Foster is wickedly brilliant in his portrayal, effortlessly transitioning from a vulnerable cancer patient to bordering on sociopathic, not to mention the physical changes made to the actor's body in order to depict the various stages of Armstrong's life and career. The sheer extent of the sportsman's addiction to doping is played out well – under the guidance of his coach, Armstrong and his team of cyclists constantly inject themselves with the drug EPO which, according to Ferrari, makes them "fly".
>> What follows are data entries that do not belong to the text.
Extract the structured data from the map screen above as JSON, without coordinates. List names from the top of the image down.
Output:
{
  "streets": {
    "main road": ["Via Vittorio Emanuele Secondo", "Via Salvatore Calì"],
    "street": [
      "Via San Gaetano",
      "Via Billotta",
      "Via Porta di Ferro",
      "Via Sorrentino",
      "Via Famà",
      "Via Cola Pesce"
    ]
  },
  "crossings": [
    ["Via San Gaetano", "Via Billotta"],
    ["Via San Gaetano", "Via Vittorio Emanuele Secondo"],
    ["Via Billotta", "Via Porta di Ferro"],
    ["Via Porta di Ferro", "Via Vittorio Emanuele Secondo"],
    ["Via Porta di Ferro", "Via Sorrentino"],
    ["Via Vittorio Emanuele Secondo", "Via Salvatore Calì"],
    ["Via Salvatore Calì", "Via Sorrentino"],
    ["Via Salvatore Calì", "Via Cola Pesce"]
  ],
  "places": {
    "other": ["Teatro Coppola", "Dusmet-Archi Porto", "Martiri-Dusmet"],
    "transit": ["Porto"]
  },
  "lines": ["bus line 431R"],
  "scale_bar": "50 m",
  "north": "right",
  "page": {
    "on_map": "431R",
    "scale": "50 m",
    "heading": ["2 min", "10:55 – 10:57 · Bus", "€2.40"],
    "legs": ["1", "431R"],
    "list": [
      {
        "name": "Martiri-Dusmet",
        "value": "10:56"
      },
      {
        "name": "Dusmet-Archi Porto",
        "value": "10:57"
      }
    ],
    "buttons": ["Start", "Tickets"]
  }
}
While many will know the doping story, it is still unbelievable the lengths the athlete went to in order to succeed. As fellow disgraced cyclist Floyd Landis, played by the remarkable Jesse Plemons, sums it up: "We're cyclists selling our bikes to buy drugs."
According to the film, Armstrong barely had time for much of a personal or love life outside of cycling. Only a short segment is dedicated to the cyclist meeting and eventually marrying his first wife Kristin Richard but she is never mentioned again, powerfully serving as a reminder as to how much his determination to succeed in his career most likely overshadowed every other area of his life.
Chris O'Dowd's portrayal of journalist Walsh throughout his relentless journey to unearth the truth about Armstrong is fantastic and offers some moments of light comedy in the midst of what is otherwise a serious topic.
Writing by John Hodge is straight to the point, with no fluff making for a very brutal look at the man Armstrong truly is. However, given it is based on Walsh's previously published book, the biopic appears to offer nothing new to the heavily publicised doping story that continues to unfold in the media. Still, as Armstrong's lies about using performance-enhancing drugs unravel, so does Foster's performance making The Program a worthwhile watch.
The Program is released in UK cinemas on 16 October.
Ben Foster is wickedly brilliant in his portrayal of Lance Armstrong, effortlessly transitioning from a vulnerable cancer patient to bordering on sociopathic.